The veracity of this legend has not been proven. It is more likely that Nobel did not consider mathematics because, in his view, they did not meet the criterion of serving the good of mankind. The mathematicians need not worry. With the Fields Medal and the Abel Prize, there are now two awards that are equal to the Nobel Prize.

It’s possible, but rarely happens. In more than a hundred years of history, only four people have won the Nobel Prize twice: Marie Curie, Linus Pauling, John Bardeen and Frederick Sanger. While Curie (Physics and Chemistry) and Pauling (Chemistry and Peace) received awards in two different categories, Bardeen received two Nobel Prizes in Physics and Sanger received two Nobel Prizes in Chemistry. The International Committee of the Red Cross has even been awarded the Nobel Prize three times for its peace efforts. In contrast to the other Nobel Prizes, the Nobel Peace Prize can be awarded not only to individuals but also to institutions.

Between 1901 and 2021, 609 Nobel Prizes were awarded to 947 laureates and 28 organizations. The youngest winner is Malala Yousafzai. She was 17 when she received the Nobel Peace Prize in 2014 for her work on children’s rights. The oldest honoree is John B. Goodenough. He was awarded the Nobel Prize in Chemistry in 2019 at the age of 97, confirming a trend: with the exception of the Nobel Peace Prize winners, the laureates are getting older. Their average age is well over 60 years.

What is the reason for this is unclear. One explanation is that there are fewer and fewer discoveries worthy of a Nobel Prize today, so one has to dig into the past to find prize winners. However, another explanation is more likely. There are many more scientists and writers today than at the beginning of the 20th century, so that there is a backlog when it comes to awarding Nobel prizes.

Age isn’t the only side to the Nobel Prize. So far there have only been 59 award winners. Their number corresponds approximately to the number of male laureates over 80 years of age. If the dictum of the old white men makes sense somewhere, it’s here.

It is in the nature of things that the decisions of the Nobel Prize Committee are regularly criticized. Usually it is not the topic that is criticized, but the selection of the award winners. Since a maximum of three people per area can be awarded, there is always someone who feels left out. In fact, there have been some glaring mistakes in the past. Today, no one understands why Francis Crick and James Watson received an award in 1962 for the elucidation of the structure of DNA, while the biochemist Rosalind Franklin received nothing. She was the first to put her two male colleagues on the right track. She’s not the only woman who has been passed over.

Another accusation is that some discoveries are acknowledged much too late. This contradicts Alfred Nobel’s requirement to honor those who have brought the greatest benefit to mankind in the past year.
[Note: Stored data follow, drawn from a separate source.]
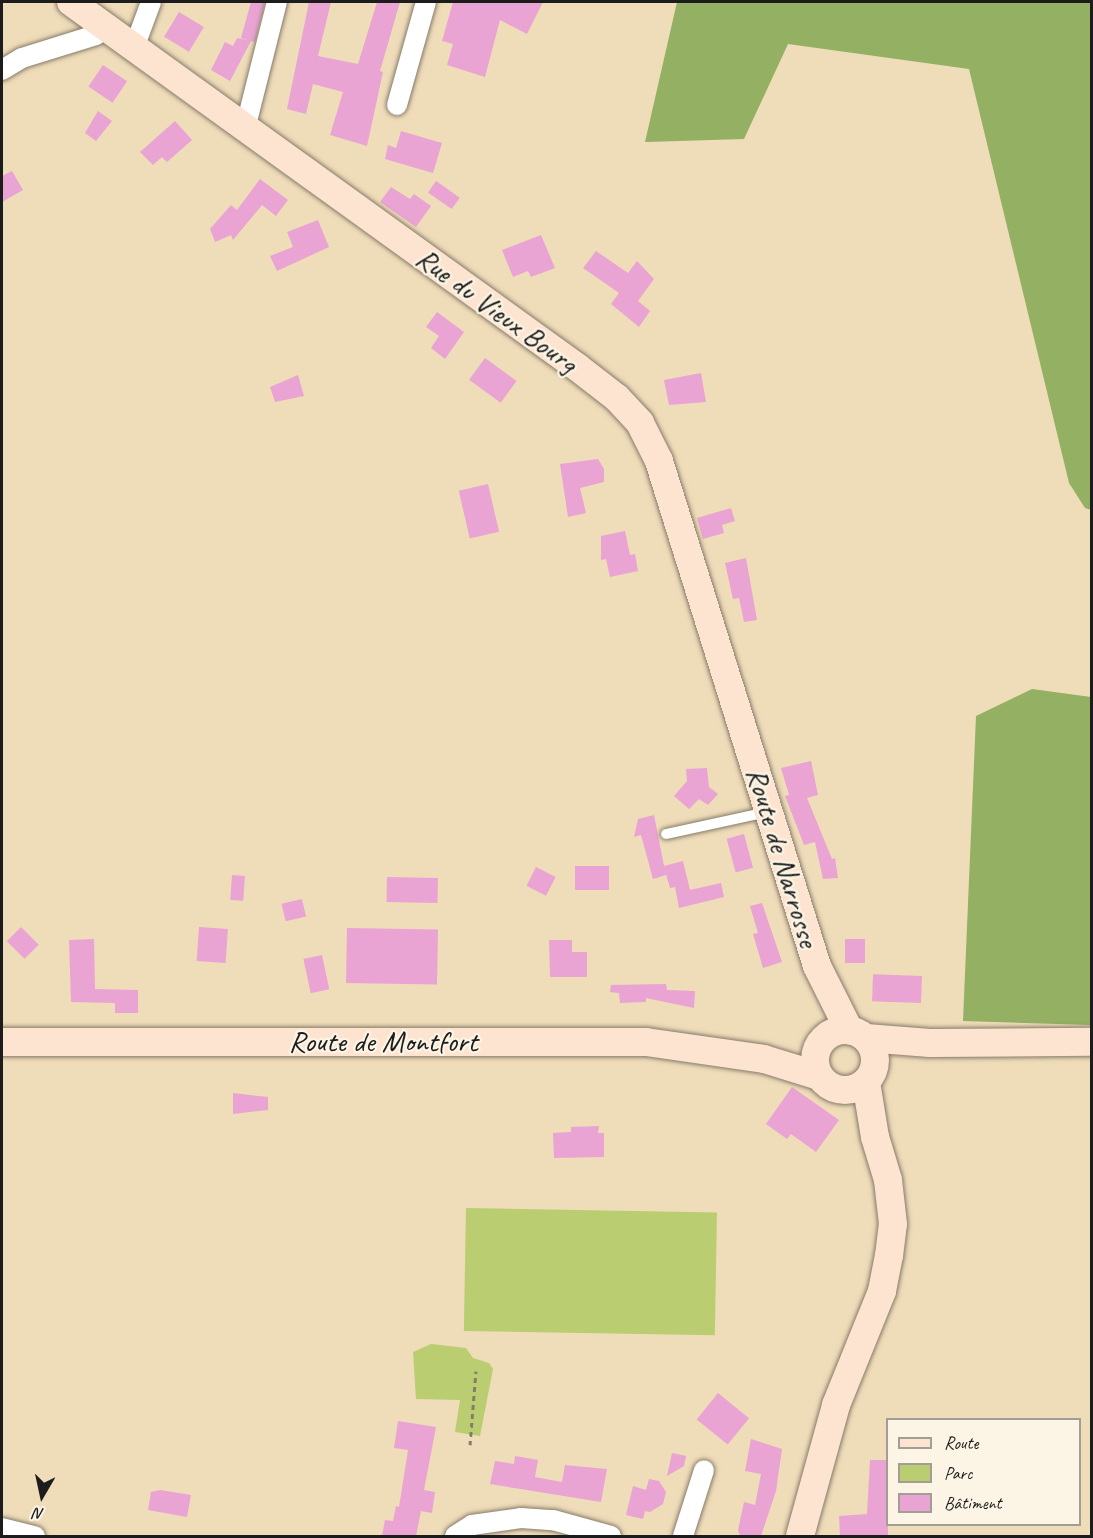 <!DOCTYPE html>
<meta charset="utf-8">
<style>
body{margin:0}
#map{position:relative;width:1093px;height:1538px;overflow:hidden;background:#efdcb9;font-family:Caveat,sans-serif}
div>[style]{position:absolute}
.green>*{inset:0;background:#bacd71;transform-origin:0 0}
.forest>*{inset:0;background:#93b063}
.building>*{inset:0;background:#e9a4d3;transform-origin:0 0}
.path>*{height:3px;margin-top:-1.5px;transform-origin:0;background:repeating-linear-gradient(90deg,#867c6a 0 4.5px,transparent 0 9px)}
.roads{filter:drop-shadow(0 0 2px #867c6a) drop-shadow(0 0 2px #867c6a)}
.lane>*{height:10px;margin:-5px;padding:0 5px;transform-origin:5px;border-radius:5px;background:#fff}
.street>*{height:20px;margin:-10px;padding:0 10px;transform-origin:10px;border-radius:10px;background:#fff}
.secondary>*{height:28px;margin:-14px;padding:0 14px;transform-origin:14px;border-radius:14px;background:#fde4d0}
.secondary>.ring{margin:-14px;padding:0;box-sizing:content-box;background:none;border:28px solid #fde4d0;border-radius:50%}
span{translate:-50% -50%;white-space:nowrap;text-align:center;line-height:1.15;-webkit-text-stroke:4.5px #fcf5e5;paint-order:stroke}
.street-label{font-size:30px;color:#1c1c1c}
.frame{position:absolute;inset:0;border:3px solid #1c1c1c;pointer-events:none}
.legend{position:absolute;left:886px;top:1418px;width:195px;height:108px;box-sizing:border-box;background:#fcf5e5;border:2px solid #a29e95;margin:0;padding:8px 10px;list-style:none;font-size:18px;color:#1c1c1c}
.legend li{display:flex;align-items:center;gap:12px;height:30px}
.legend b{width:30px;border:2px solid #a29e95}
.north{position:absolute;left:12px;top:1466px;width:60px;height:60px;-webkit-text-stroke:4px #fcf5e5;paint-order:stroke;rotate:189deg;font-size:16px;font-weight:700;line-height:24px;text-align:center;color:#1c1c1c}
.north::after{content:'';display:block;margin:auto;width:21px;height:27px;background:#1c1c1c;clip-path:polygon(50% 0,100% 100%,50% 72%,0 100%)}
</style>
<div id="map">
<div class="green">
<i style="left:466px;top:1208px;width:251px;height:123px;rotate:1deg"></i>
<i style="clip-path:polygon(431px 1344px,466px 1348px,473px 1358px,489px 1363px,493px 1369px,480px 1436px,455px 1432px,460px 1400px,416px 1399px,413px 1352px)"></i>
</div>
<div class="forest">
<i style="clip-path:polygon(677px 2px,1091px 2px,1091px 510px,1085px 508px,1069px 483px,969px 69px,788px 44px,744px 139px,645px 142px)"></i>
<i style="clip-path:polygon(1032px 689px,1091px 697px,1091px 1025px,963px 1021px,976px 716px)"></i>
</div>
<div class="building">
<i style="clip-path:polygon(251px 2px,265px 2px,255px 42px,251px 41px,230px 81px,211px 70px,225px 42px,233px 46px,237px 38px,248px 40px,241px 38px)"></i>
<i style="clip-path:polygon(309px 2px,331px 2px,318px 56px,358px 64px,377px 2px,400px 2px,380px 71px,383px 72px,367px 146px,330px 135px,343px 92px,313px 84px,306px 114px,287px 109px)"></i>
<i style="clip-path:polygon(453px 2px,543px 2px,527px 34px,500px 20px,485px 77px,447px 65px,453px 44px,442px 41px)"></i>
<i style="left:179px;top:12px;width:29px;height:29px;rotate:31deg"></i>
<i style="left:103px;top:65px;width:29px;height:26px;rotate:34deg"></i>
<i style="clip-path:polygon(98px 111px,112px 121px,96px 141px,85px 133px)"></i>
<i style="clip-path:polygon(175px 121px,192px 140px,167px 162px,162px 157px,153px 165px,140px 152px)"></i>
<i style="clip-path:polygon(401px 131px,442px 143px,433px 173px,385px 159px,388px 145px,396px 148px)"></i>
<i style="clip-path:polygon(12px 171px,23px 190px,2px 202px,2px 176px)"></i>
<i style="clip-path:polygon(260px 179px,288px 200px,276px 216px,262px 205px,233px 240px,231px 235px,215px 242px,210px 229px,231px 205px,237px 210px)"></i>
<i style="left:436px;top:181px;width:29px;height:14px;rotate:35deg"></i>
<i style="clip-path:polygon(391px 187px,410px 199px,414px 194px,431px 206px,416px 227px,380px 202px)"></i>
<i style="clip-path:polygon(318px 220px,329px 247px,277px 271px,270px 256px,293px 247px,287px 232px)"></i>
<i style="clip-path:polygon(541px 235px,555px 268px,531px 277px,528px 271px,513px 277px,502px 250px)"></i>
<i style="clip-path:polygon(596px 251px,628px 273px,637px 261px,654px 279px,638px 301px,650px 311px,639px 327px,611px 304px,619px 293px,583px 268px)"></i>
<i style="clip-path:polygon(437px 312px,464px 332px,445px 359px,431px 348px,439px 336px,426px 327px)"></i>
<i style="left:485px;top:358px;width:39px;height:27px;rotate:36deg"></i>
<i style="clip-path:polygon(701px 373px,706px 402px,669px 405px,664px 380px)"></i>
<i style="clip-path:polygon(298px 375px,304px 396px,275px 402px,270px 387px)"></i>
<i style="clip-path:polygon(598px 459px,604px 469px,604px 482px,580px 488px,586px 513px,568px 517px,560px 464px)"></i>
<i style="left:488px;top:484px;width:49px;height:30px;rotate:77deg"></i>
<i style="clip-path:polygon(731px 508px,735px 521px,722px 525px,724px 533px,703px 539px,697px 518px)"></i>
<i style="clip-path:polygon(625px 531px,630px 555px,635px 554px,638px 571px,610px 577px,606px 559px,601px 560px,601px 536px)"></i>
<i style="clip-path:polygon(746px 558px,757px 620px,744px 622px,739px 598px,733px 599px,725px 563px)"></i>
<i style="clip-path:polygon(811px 761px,818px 795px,807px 798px,832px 859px,835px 858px,838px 878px,823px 879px,815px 842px,804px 845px,785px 796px,789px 795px,781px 768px)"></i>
<i style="clip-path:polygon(707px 768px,709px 787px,718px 794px,708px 805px,699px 799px,689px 809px,674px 796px,687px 781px,686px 769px)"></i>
<i style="clip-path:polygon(654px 815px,664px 866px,683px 861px,690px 890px,721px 883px,724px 897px,679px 908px,675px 887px,670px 888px,664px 867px,666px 875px,653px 879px,641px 835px,634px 837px,638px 819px)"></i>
<i style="left:744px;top:834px;width:35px;height:18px;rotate:75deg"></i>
<i style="left:609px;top:866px;width:24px;height:34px;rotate:90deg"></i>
<i style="left:536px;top:867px;width:22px;height:21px;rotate:27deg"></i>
<i style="left:232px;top:875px;width:13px;height:25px;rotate:4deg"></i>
<i style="left:387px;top:877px;width:51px;height:25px;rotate:1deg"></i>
<i style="left:302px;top:899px;width:18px;height:21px;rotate:77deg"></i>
<i style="clip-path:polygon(762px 903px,782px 962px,763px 968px,753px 934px,758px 933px,750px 906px)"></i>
<i style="left:21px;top:927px;width:25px;height:20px;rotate:45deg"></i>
<i style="left:199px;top:927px;width:29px;height:34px;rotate:4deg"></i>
<i style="left:347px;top:928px;width:91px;height:55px;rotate:1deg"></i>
<i style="clip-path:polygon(94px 939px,95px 989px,138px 990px,138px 1013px,115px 1013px,115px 1003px,71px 1002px,69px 940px)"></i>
<i style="left:845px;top:939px;width:20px;height:24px"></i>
<i style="clip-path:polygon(549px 940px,572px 940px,572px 952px,587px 952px,587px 977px,550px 977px)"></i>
<i style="left:322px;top:955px;width:35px;height:19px;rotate:78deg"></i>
<i style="left:922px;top:976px;width:27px;height:49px;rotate:92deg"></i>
<i style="clip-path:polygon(666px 984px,667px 990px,695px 991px,694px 1008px,646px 998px,646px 1002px,620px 1003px,619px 993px,610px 992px,611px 985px)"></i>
<i style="clip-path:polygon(792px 1087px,839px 1120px,816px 1152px,791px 1134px,787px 1139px,766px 1124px)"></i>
<i style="clip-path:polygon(233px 1093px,268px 1097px,268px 1110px,233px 1114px)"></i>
<i style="clip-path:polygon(599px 1126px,598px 1133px,604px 1133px,604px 1157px,554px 1158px,553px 1133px,571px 1132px,571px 1127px)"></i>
<i style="left:718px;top:1393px;width:40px;height:34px;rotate:39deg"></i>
<i style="clip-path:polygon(398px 1421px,436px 1427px,424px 1490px,435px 1492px,432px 1513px,421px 1511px,416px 1536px,382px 1536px,385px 1520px,393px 1521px,396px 1506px,399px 1507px,408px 1450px,394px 1448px)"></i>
<i style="clip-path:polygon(751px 1439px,782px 1449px,776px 1491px,761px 1536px,740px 1536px,738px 1530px,744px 1502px,755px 1505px,761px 1474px,745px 1471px)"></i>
<i style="clip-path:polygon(672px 1453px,686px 1456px,684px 1466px,667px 1476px)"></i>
<i style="clip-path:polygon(515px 1456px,538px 1460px,535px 1477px,562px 1482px,565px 1465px,607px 1469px,601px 1502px,490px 1484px,495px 1461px,514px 1464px)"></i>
<i style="clip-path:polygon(870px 1460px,888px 1460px,888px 1536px,840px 1536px,839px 1516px,867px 1514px)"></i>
<i style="clip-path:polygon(649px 1479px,659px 1481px,666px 1492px,663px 1504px,650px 1512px,645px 1511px,643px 1519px,626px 1515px,633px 1486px,646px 1490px)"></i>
<i style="clip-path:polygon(160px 1490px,191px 1495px,187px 1517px,148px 1510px,151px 1492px)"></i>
</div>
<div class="path">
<i style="left:470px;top:1445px;width:74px;rotate:-85.4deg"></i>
</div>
<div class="roads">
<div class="lane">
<i style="left:666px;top:834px;width:104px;rotate:-12.2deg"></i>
</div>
<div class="street">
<i style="left:134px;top:48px;width:49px;rotate:-69.7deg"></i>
<i style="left:2px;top:70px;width:23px;rotate:-31deg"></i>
<i style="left:22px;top:58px;width:77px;rotate:-17.3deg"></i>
<i style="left:96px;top:35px;width:11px;rotate:-45deg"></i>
<i style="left:397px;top:105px;width:107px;rotate:-74.3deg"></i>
<i style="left:245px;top:129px;width:131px;rotate:-75.9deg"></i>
<i style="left:2px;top:1528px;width:34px;rotate:14deg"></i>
<i style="left:455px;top:1536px;width:20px;rotate:-33deg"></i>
<i style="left:472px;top:1525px;width:49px;rotate:-8.1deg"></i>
<i style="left:521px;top:1518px;width:32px;rotate:4deg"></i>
<i style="left:553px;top:1520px;width:60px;rotate:15.4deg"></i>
<i style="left:683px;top:1536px;width:69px;rotate:-72.3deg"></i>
</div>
<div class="secondary">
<i style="left:71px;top:2px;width:624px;rotate:35.8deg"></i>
<i style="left:577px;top:367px;width:51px;rotate:37.8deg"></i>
<i style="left:617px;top:398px;width:34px;rotate:47deg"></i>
<i style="left:640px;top:423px;width:42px;rotate:63.4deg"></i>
<i style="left:659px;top:461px;width:529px;rotate:72.63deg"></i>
<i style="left:817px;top:966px;width:72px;rotate:63.4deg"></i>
<i class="ring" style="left:815px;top:1030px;width:32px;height:32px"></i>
<i style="left:866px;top:1038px;width:64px;rotate:4.5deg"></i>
<i style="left:930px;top:1043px;width:162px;rotate:-0.4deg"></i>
<i style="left:2px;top:1042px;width:644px"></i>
<i style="left:646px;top:1042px;width:119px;rotate:8.2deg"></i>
<i style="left:764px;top:1059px;width:58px;rotate:17.2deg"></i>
<i style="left:800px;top:1536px;width:136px;rotate:-74.6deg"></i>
<i style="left:836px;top:1405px;width:123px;rotate:-68deg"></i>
<i style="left:882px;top:1291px;width:36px;rotate:-79deg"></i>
<i style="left:889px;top:1256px;width:32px;rotate:-83deg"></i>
<i style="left:893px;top:1224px;width:44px;rotate:-96.5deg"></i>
<i style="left:888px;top:1180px;width:45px;rotate:-106.8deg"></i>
<i style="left:875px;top:1137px;width:56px;rotate:-99.3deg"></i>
</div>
</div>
<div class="street-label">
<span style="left:497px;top:310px;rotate:36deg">Rue du Vieux Bourg</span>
<span style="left:783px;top:857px;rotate:73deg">Route de Narrosse</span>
<span style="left:383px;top:1041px">Route de Montfort</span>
</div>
<div class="frame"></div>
<ul class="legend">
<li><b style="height:8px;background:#fde4d0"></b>Route</li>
<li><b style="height:16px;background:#bacd71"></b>Parc</li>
<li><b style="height:16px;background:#e9a4d3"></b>Bâtiment</li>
</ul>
<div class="north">N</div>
</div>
However, this criticism is double-edged. After all, the benefits of basic research often only become apparent decades later. When the physicists William Shockley, John Bardeen and Walter Brattain invented the transistor in 1947, no one could have guessed the revolution they would trigger.

Conversely, it is also possible to award Nobel Prizes too early. In the past, for example, the Nobel Peace Prize has repeatedly gone to people whose decision would be reconsidered in retrospect. The harshest criticism in recent years has been directed at the Nobel Prize for Literature. According to the critics, by honoring writers who hardly anyone knows, the prize is rendered insignificant.